Board member Tanya Maloney said the board needs to have money to prepare and market city property to prospective businesses.
“Our infrastructure is not prepared,” Maloney said. “We’re not in the ballgame right now and we’re losing out to everyone around us.”
If the board had a steady income, it could use that money to leverage grants and loans to improve infrastructure or to market properties, she said. This year, for instance, the board entered a partnership with the Economic Development Partnership of Alabama. That cost the board $7,500, she said. It also updated its website including a list of marketable properties in the area, which also cost $7,500, Maloney said.
Rooks said the allocation would show the city’s commitment to the board.
“I think we need to get something locked in,” Rooks said. “If we’re expecting them to do the job to bring jobs, we’ve got to give them the tools to do it.”
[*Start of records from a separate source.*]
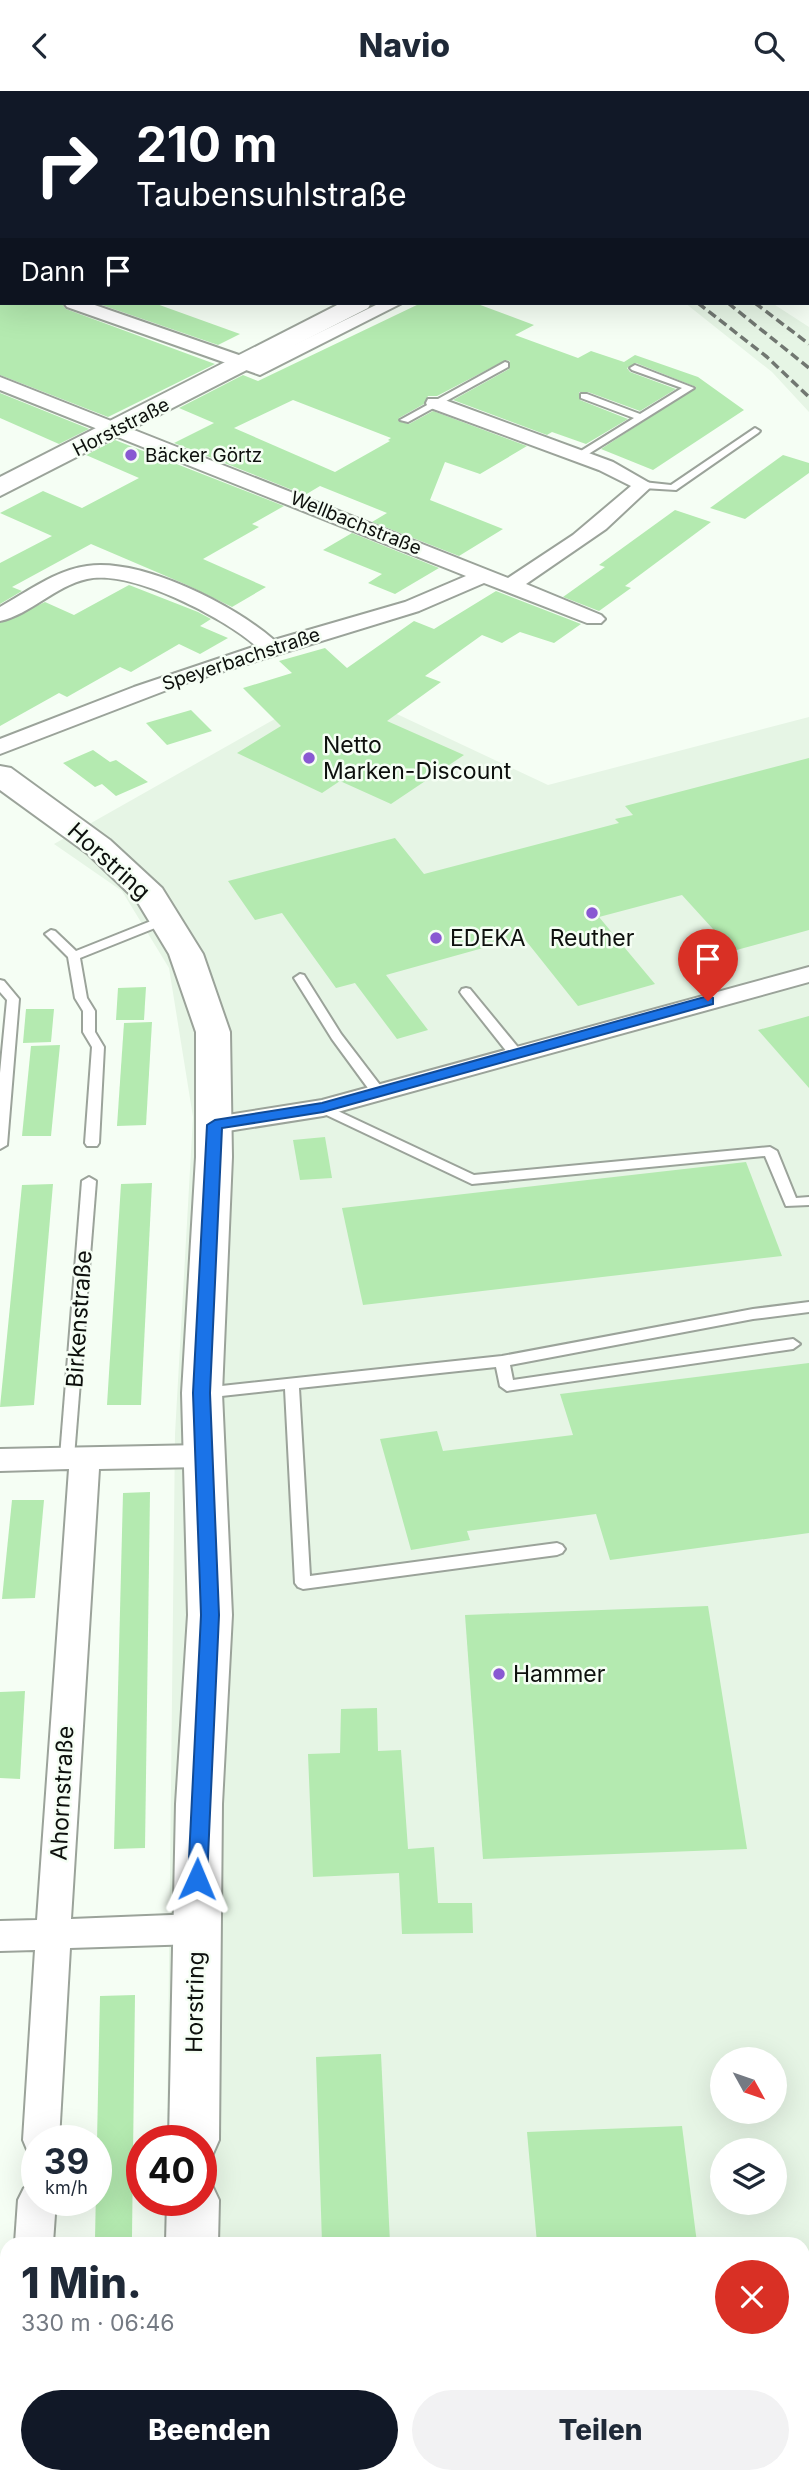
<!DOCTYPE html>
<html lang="de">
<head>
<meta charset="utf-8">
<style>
	:root { --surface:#fff; --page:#f2f2f3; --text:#1f2937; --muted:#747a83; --accent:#111827 }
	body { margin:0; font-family:Inter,sans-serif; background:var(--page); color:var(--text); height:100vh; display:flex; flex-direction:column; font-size:26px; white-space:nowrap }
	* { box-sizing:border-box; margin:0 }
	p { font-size:23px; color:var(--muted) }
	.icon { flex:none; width:38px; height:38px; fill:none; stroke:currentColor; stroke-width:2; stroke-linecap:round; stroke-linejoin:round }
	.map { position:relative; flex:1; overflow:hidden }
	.drawer { position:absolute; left:0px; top:2146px; width:810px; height:247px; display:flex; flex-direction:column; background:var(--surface); border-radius:21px 21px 0 0; box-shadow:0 7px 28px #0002 }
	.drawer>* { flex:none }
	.guide { position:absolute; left:0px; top:0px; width:810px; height:214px; box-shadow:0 7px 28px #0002; background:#111827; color:#fff; overflow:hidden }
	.needle { width:46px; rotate:130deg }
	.tools { position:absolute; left:710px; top:1956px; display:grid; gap:14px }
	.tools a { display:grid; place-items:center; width:77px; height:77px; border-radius:50%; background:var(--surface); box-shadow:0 7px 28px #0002; font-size:35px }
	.speed { position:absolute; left:21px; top:2034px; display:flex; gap:14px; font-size:35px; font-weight:700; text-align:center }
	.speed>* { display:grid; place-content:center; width:91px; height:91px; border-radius:50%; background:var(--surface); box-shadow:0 7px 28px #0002; line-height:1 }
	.speed small { font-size:18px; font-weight:400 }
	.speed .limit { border:10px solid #d22; background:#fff; color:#111 }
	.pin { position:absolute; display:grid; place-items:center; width:60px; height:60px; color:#fff; margin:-72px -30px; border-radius:50% 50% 50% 0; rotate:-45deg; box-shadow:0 0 7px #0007 }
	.pin .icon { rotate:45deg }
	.me { position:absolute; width:77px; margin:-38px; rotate:1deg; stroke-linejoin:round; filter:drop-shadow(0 0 5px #0008) }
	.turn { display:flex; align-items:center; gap:24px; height:147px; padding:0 21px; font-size:32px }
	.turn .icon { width:91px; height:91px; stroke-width:2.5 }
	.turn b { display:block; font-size:49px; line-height:60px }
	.then { display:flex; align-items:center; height:66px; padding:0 21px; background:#0003; gap:14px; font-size:26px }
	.round { display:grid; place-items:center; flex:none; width:74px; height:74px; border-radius:37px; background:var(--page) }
	.head { display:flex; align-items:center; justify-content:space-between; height:119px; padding:0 21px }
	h1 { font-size:42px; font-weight:800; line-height:52px }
	.action { display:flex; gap:14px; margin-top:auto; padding:14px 21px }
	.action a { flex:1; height:80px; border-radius:42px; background:var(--accent); color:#fff; font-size:28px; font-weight:800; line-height:80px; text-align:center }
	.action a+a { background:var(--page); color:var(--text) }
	header { display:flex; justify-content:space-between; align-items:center; height:91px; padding:0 21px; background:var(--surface); font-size:32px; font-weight:800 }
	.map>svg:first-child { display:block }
	.built { fill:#e6f5e5; fill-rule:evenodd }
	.green { fill:#e9e2fc }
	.building { fill:#b4eab0; fill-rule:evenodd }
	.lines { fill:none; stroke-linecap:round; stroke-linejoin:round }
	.lane-casing { stroke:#9ba39a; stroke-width:4 }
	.street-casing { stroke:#9ba39a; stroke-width:4 }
	.secondary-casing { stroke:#9ba39a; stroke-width:4 }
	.lane { fill:#fff; fill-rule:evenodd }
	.street { fill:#fff; fill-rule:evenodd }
	.secondary { fill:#fff; fill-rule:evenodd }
	.rail { stroke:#717771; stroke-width:3.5; stroke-dasharray:9 4.5; stroke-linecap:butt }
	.route { fill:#1a73e8; stroke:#114b97; stroke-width:2 }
	.poi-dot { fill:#8959d2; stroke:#f5fef4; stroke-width:2.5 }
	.labels { text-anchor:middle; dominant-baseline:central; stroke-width:5; stroke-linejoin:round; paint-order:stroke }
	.far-street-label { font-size:19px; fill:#0d100d; stroke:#f5fef4 }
	.far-poi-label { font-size:19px; fill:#0d100d; stroke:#f5fef4; text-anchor:start }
	.poi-label { font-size:23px; fill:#0d100d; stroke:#f5fef4; text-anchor:start }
	.street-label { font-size:23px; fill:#0d100d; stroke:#f5fef4 }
</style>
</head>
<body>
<header><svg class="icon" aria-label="back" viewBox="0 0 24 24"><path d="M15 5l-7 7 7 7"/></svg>Navio<svg class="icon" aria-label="search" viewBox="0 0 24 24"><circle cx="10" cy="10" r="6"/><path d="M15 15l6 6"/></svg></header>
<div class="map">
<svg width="809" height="2391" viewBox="0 0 809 2391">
	<rect width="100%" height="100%" fill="#f5fef4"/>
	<g class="built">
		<polygon points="221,0 682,0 686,2 227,2"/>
		<polygon points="685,212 772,212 809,236 809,321 772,281"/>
		<path d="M335 594 548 694 809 626V2391H163V2385H803V2152H166V2109H201V2049H167L175 1343 193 1026 169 877 122 800 54 753ZM723 1969H775V2021H723ZM723 2060H775V2112H723Z"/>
	</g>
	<polygon class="green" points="0,0 221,0 227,2 2,2 2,69"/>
	<g class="building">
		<polygon points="0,212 61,212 66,218 215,273 108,326 0,284"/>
		<polygon points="96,212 154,212 240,243 218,254"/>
		<path d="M421 212H475L534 234 515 244 578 267 591 260 624 271 635 264 698 286 744 319 653 379 601 358 696 296 636 272 627 277 630 281 676 298 640 320 588 301H579L580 309 628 328 586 353 552 341 547 344 453 309 509 278 510 270 506 269 437 305H428L424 313 399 327 398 330 409 333 433 320 527 355 480 383 445 371 430 409 503 438 459 465 372 431 387 422 320 395 305 404 174 352 214 332 179 317 243 284 258 290ZM293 309 391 347 388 349 390 350 335 381 234 337Z"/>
		<polygon points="0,302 87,337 89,338 59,353 0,327"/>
		<polygon points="115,349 284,415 252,433 259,436 203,468 266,496 232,516 187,494 91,453 12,496 22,500 0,513 0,472 52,445 0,422 43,400 82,417 139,387 86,364"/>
		<polygon points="783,364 809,372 809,382 745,428 710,417"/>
		<polygon points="675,419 711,431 625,495 631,497 599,520 563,506 605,476 599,474"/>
		<polygon points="352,442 439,477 395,503 368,492 382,483 323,459"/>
		<polygon points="129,494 198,521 211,528 200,535 228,547 200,563 179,553 131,581 120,576 67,606 59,602 0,635 0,532 45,511 74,524"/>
		<polygon points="496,500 581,533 554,552 520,541 502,552 482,544 425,585 441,591 387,630 464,664 391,713 340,690 322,702 237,662 281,635 243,597 292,582 279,570 325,557 347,577 414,530 434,538"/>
		<polygon points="191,619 212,640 167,654 146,632"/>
		<polygon points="93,659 110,671 116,669 148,691 116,705 102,693 95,696 63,672"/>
		<polygon points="809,667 809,839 733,860 682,804 599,826 655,893 578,915 523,846 386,884 428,939 397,948 355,892 336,897 282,822 255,829 228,790 395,747 424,783 619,732 615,728 633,724 625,715"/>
		<polygon points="146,896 144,929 116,929 118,897"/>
		<polygon points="26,918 54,918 51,951 23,952"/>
		<polygon points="809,925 809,997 758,939"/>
		<polygon points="152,931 146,1034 117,1035 124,932"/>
		<polygon points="60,954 51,1045 22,1045 31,955"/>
		<polygon points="325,1046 332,1087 300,1089 293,1049"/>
		<polygon points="746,1071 782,1165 363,1214 342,1117"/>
		<polygon points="152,1092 141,1314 107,1314 121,1093"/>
		<polygon points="53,1093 34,1314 0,1316 22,1094"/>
		<polygon points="809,1272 809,1442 610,1469 596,1423 467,1440 470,1449 411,1459 380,1348 437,1340 443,1360 573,1344 560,1303"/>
		<polygon points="150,1401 145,1757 114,1758 123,1402"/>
		<polygon points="12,1409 44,1409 35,1507 2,1508"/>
		<polygon points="708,1515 747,1758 483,1768 465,1524"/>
		<polygon points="25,1600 20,1688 0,1687 0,1601"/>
		<polygon points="377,1617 378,1660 401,1659 408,1758 434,1756 438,1812 472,1812 473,1842 402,1843 399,1782 313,1786 308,1663 340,1662 341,1618"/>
		<polygon points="135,1904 132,2146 95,2148 100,1905"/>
		<polygon points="381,1963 390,2152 322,2152 316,1966"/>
		<polygon points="682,2035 697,2152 537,2152 527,2041"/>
	</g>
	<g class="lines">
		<g class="lane-casing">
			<g id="lane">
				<polygon points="368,0 380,0 382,2 370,2"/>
				<polygon points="614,0 626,0 628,2 616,2"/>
				<polygon points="505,271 508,272 508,276 408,331 400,329"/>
				<polygon points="635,274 694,297 582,367 576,367 576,363 634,327 581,307 581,303 587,303 640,323 682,297 632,279 630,277"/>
				<polygon points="755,337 760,340 758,342 676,399 643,397 638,394 643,391 671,394"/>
				<polygon points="166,824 172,828 170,831 80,867 87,907 95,920 95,941 104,956 99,1052 97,1055 87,1055 85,1052 92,956 83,941 83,920 75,907 68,866 45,843 51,839 55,840 76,860"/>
				<polygon points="300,883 304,884 341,943 383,998 384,1001 383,1004 373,1004 332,948 294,887"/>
				<polygon points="0,889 4,890 19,908 7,1054 0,1058 0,982 7,909 0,901"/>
				<polygon points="466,897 470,898 521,960 522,963 521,966 511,966 462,904 460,901 462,898"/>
				<polygon points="323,1013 474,1084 770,1056 777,1060 796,1107 809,1106 809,1114 786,1115 765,1065 472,1093 318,1020 316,1017"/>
				<polygon points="89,1086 96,1090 74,1366 72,1370 62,1370 60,1366 82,1090"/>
				<polygon points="809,1211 809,1221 753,1228 510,1274 513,1289 793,1248 800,1253 793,1258 507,1300 500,1295 496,1276 299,1297 310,1485 557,1452 562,1454 565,1458 562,1462 557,1464 303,1498 298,1496 295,1492 285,1298 203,1307 196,1302 203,1297 502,1265 753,1218"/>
				<rect x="384" y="2385" width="20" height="6"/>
			</g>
		</g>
		<g class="street-casing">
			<g id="street">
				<polygon points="684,0 701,0 703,2 685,2"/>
				<polygon points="792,0 809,0 809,1 790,2"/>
				<polygon points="0,70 2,71 2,81 0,80"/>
				<rect x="808" y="140" width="1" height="10"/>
				<rect x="0" y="179" width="2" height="11"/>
				<polygon points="64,212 89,212 259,271 380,212 402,212 260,284 67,216"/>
				<path d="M0 286 508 487 573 444 631 395 599 379 428 316 426 312 428 308H442L613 371 653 394 606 438 526 493 601 524 605 528 601 532H587L484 492 419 520 185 592 0 663V648L134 596 256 555C223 526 131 478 87 488 55 495 31 523 0 530V516C27 501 56 479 87 475 142 467 234 514 274 549L405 511 466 485 0 299Z"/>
				<polygon points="809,876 809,891 323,1025 215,1042 206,1040 202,1034 206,1028 215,1026 322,1009"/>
				<polygon points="202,1354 213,1357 217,1365 213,1373 202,1376 99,1378 71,1828 196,1823 208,1828 213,1838 208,1848 196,1853 70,1857 59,2049 37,2049 37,2064 28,2061 23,2049 35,1859 0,1860 0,1830 37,1829 69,1378 0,1380 0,1358"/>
				<polygon points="37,2092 37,2109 56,2109 53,2152 15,2152 18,2109 24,2097"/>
				<polygon points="803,2321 809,2321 809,2359 803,2360"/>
				<polygon points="7,2370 7,2385 38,2385 38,2391 0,2391 0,2380"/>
			</g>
		</g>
		<g class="secondary-casing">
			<g id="secondary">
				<polygon points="706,0 729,0 730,2 708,2"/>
				<polygon points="741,0 769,0 770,2 743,2"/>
				<rect x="808" y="8" width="1" height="12"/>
				<polygon points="341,212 371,212 368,217 0,405 0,386"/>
				<polygon points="0,675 11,677 110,749 162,797 203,863 230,941 232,1066 222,1302 232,1524 222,1713 219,2049 212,2065 201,2069 201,2049 169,2049 176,1713 188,1524 182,1302 196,1066 196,941 169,863 137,810 88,763 0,699"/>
				<polygon points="201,2088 211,2092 219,2109 218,2152 166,2152 167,2109 201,2109"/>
				<rect x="164" y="2385" width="56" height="6"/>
			</g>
		</g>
		<use href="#lane" class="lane"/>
		<use href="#street" class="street"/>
		<use href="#secondary" class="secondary"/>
		<g class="rail">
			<polyline points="253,0 258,2"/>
			<polyline points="270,0 276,2"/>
			<polyline points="288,0 293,2"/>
			<polyline points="311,0 318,2"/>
			<polyline points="698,212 767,266 809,306"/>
			<polyline points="728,212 809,277"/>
			<polyline points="755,212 809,253"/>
		</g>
	</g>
	<polygon class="route" points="708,905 713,907 713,913 323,1021 222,1037 210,1302 219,1524 207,1788 204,1794 191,1794 188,1788 201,1524 193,1302 207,1034 215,1029 322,1012"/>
	<g class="poi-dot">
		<circle cx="131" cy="364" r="7"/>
		<circle cx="309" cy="667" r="7"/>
		<circle cx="592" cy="822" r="7"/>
		<circle cx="436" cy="847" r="7"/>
		<circle cx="499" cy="1583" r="7"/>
	</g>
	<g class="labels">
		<g class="far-street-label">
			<text transform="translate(121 336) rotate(-27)">Horststraße</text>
			<text transform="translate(356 432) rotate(22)">Wellbachstraße</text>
			<text transform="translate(241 568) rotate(-18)">Speyerbachstraße</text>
		</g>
		<g class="far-poi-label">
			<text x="145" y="364">Bäcker Görtz</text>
		</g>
		<g class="poi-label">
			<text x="323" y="654">Netto<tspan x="323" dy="26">Marken-Discount</tspan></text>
			<text x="450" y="847">EDEKA</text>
			<text x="592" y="847" text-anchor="middle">Reuther</text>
			<text x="513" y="1583">Hammer</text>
		</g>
		<g class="street-label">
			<text transform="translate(109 770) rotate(42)">Horstring</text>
			<text transform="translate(79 1228) rotate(-86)">Birkenstraße</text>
			<text transform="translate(62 1702) rotate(-87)">Ahornstraße</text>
			<text transform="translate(195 1911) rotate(-89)">Horstring</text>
		</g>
	</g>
</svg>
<div class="tools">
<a><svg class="needle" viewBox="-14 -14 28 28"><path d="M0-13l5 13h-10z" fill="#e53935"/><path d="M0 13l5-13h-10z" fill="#747a83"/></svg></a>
<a><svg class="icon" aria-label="layers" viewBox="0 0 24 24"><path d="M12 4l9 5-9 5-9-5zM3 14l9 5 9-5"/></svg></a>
</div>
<div class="speed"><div>39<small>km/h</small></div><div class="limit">40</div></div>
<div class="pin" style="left:708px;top:910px;background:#d93025"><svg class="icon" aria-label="arrive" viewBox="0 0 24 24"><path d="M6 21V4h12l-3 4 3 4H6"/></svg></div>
<svg class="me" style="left:197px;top:1788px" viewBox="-20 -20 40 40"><path d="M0-17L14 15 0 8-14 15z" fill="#1a73e8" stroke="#fff" stroke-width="4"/></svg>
<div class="guide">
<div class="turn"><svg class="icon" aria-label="right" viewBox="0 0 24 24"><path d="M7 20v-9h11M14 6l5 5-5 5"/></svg><div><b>210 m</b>Taubensuhlstraße</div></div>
<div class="then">Dann<svg class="icon" aria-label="arrive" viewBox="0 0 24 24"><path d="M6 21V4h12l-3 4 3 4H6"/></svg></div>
</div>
<section class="drawer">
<div class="head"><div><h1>1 Min.</h1><p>330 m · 06:46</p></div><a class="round" style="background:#d93025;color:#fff"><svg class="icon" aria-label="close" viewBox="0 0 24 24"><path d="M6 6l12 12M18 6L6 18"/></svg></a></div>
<div class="action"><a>Beenden</a><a>Teilen</a></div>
</section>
</div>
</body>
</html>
Councilman Shannon Roberts said he was uncomfortable approving the allocation without first looking at the city’s fiscal 2015 budget, which is still under construction.
“I’m philosophically for it,” Roberts said. “But having said that, when budget time comes up here, there’s going to be something else that probably has to be cut.”
He said the council members have to be prepared to make those decisions. There are a lot of other things the city funds each year, Roberts said.
Councilman Elvin Henson asked if the city’s lodgings tax was enough for the board to accomplish anything meaningful.
Maloney said it’s a good start. Board members last week approached the Cleburne County Commission about an allocation for economic development.
Smith said the budget is nearly finished and he could bring more information to the council members at the council’s next meeting on Aug. 26. The new fiscal year will begin on Oct. 1.
“We’ve got to come up with something,” Henson said. “We’ve got to.”
The council members agreed to discuss the issue again at the next meeting.
In other business the council members:
— Proclaimed Aug. 10-16 as National Health Center Week in Heflin to recognize community health centers as a force “in improving the quality of life for all residents.”
— Approved adding wine to Heflin Chevron’s previously approved liquor license.
— Appointed Tracey Kettle to the Housing Authority Commission.
— Approved buying speakers for the city’s Parks and Recreation Department football field for a cost of $2,150.
— Changed the first meeting in September to Sept. 16 at 5:30 p.m.
— Waived the rental fee at the Heflin Armory for a benefit concert scheduled for Aug. 30, noon to 11 p.m. The benefit is for Gracie Kilgore, a Hollis-resident born with gastroschisis, or a hole in the abdominal wall.